Kal-El Seen by Analysts as Nvidia's Fortune Maker
Nvidia's Kal-El processor is creating quite some buzz in the industry and it seems that there are now analysts jumping on the train and are evaluating the chip's opportunity.
A report published in Forbes now suggests that the idea for a fifth core could be translating into about $3.5 to $4 billion for Nvidia - in stock gains alone.
Based on the idea that a fifth companion core that would run background processes at a very low power consumption value when an Android phone is basically in sleep mode, analysts are making the assumption that Nvidia's stock could climb by about 35 percent to $20 and give the company a market capitalization of more than $12 billion. The report suggests that Kal-El could help Android devices run "better" and therefore attract customers.
Dealing with background process power consumption has turned into the holy grail on the road to mobile devices with greater battery running times. The problem is that simply checking for incoming messages keeps many hardware alive, including the CPU, the graphics processor as well as wireless components.
It is unclear how much Kal-El will be able to reduce standby power consumption in an everyday scenario, but it is our impression that it may not be enough and just part of a much more complex solution. For example, there has been an approach to scale Wi-Fi connections, which could improve battery life by 50 percent.
Still a good time to buy. Techs have been down in the last couple of weeks. AMD certainly took a dive today which could also be a good time to buy as well (since they are down). Another reason to buy is that the general public has not caught on to android tablets yet thinking that the IPAD is the only good tablet out there. Personally, I have both the IPAD 2 and the Acer tablet with the tegra 2 processor. Needless to say, I like the Android tablet better.

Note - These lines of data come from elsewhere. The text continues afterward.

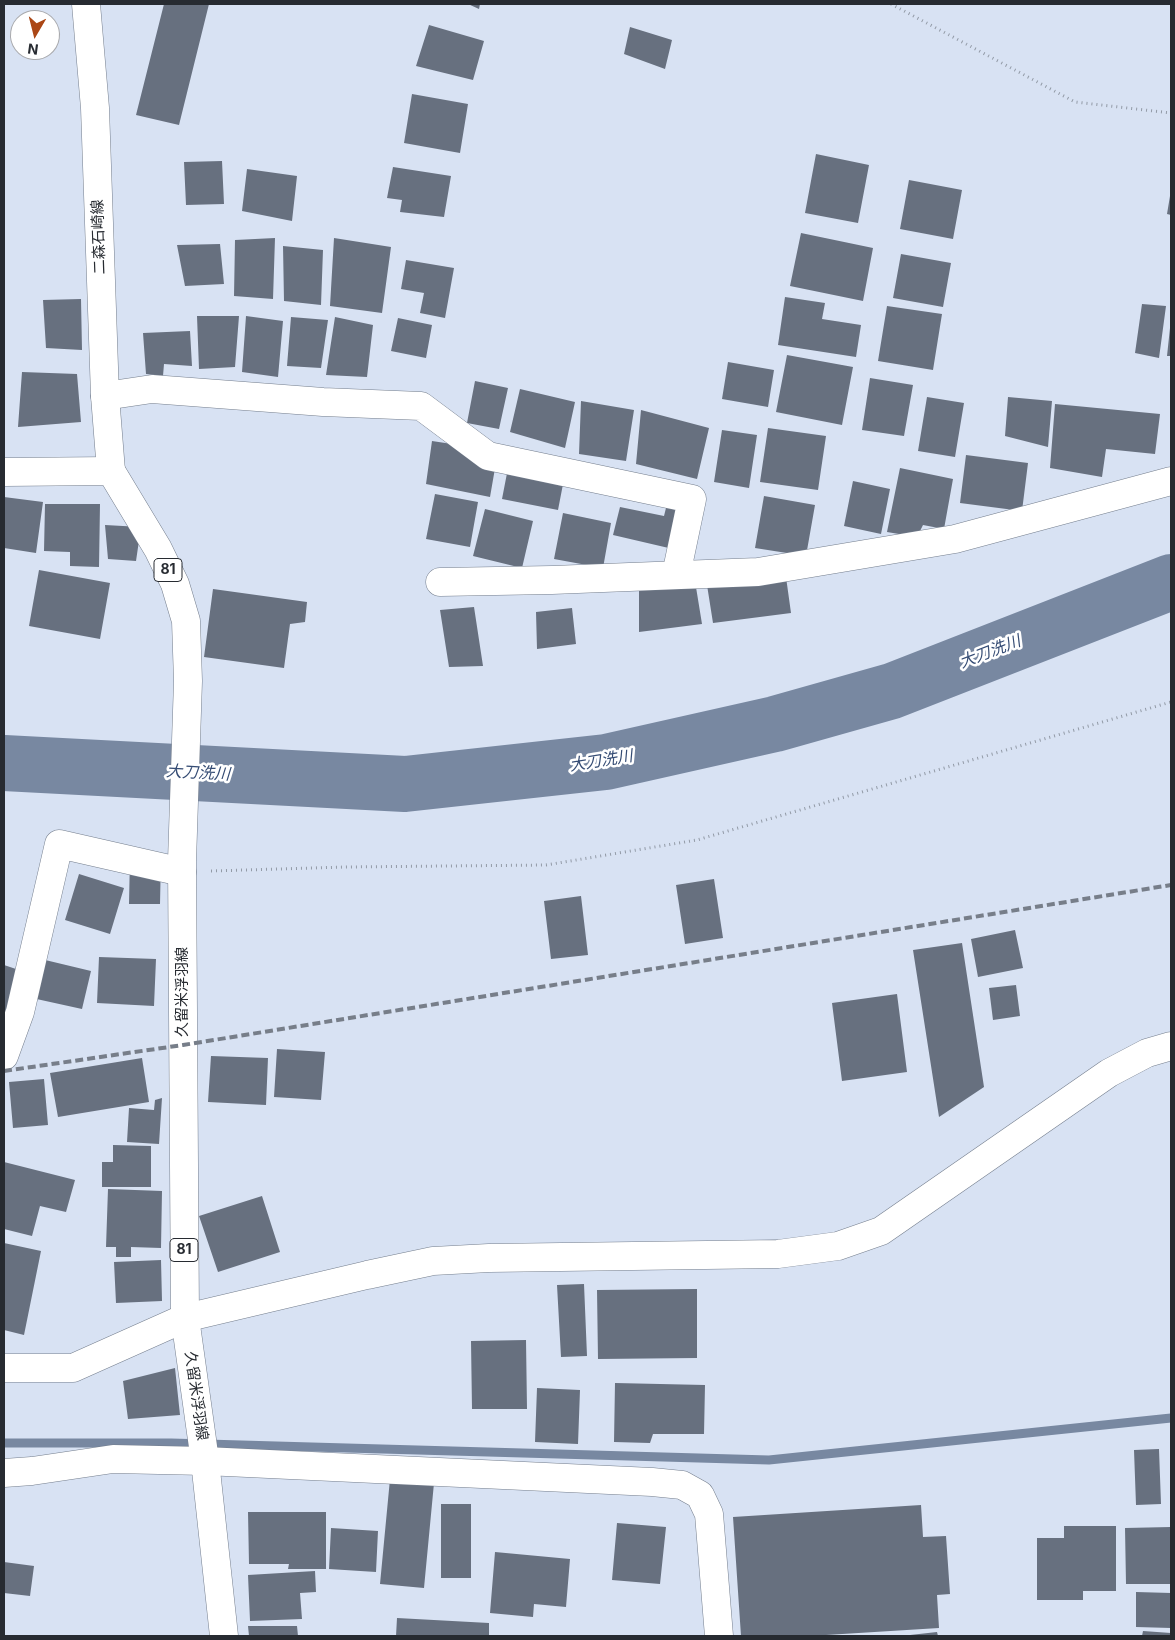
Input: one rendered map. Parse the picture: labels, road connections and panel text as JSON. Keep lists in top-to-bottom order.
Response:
{
  "streets": {
    "street": ["二森石崎線", "81", "久留米浮羽線"]
  },
  "crossings": [
    ["二森石崎線", "久留米浮羽線"]
  ],
  "water": ["大刀洗川"],
  "north": "bottom"
}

Anyhow, hopefully Kal-El will help android sink into the tablet market and really help Nvidias stock price.
Instead, this could be a progression of Windows 8's support for ARM processors. Use an arm core to run low-end kernel-level services, and wake up the CPU when you run applications that either demand the horsepower or an incompatible with the ARM architecture.
http://news.softpedia.com/news/Nvidia-Kal-El-Gets-Benchmarked-Falls-Behind-the-Samsung-Galaxy-S-II-222908.shtml
If nVidia wants it to be its money maker, they will have to do better.
ok
You actually already do. AFAIK, Windows 7 tries to only wake up more than one CPU core when absolutely necessary; and, at the same time, Nehalem-based CPUs (and more recent ones) completely shut down unused cores and cache.
If the CPU is basically doing nothing, on these laptops, the only power needed is to support the massive amount of transistors being kept on low-power states (it's a HUGE chip, after all, ARM chips are tiny compared to x86 CPUs).
Now, that being said, it would be rather interesting to see something like a companion Z6xx Atom core (or something similar, since it would probably need to share some logic with the rest of the CPU) on a regular SNB CPU. Those things are like 1W tops, if the rest of the CPU could be mostly shut down the power savings could be sweet. SNB ramps up rather quickly, another core could enable a smoother power ramp.
Cheers.
Miguel
load the engine on a dolly and have a prius tow it there you go.
This is gonna be interesting at least.
Well the problem with most modern day devices isn't so much about hardware, but rather the software smart enough to know when to underclock and overclock automatically when needed. Also programs which run on these devices don't optimize the use of the hardware.
I had read somewhere that android don't make efficient use of the RAM and just offloads everything on it. If its optimized, android phones could get way faster than they already are.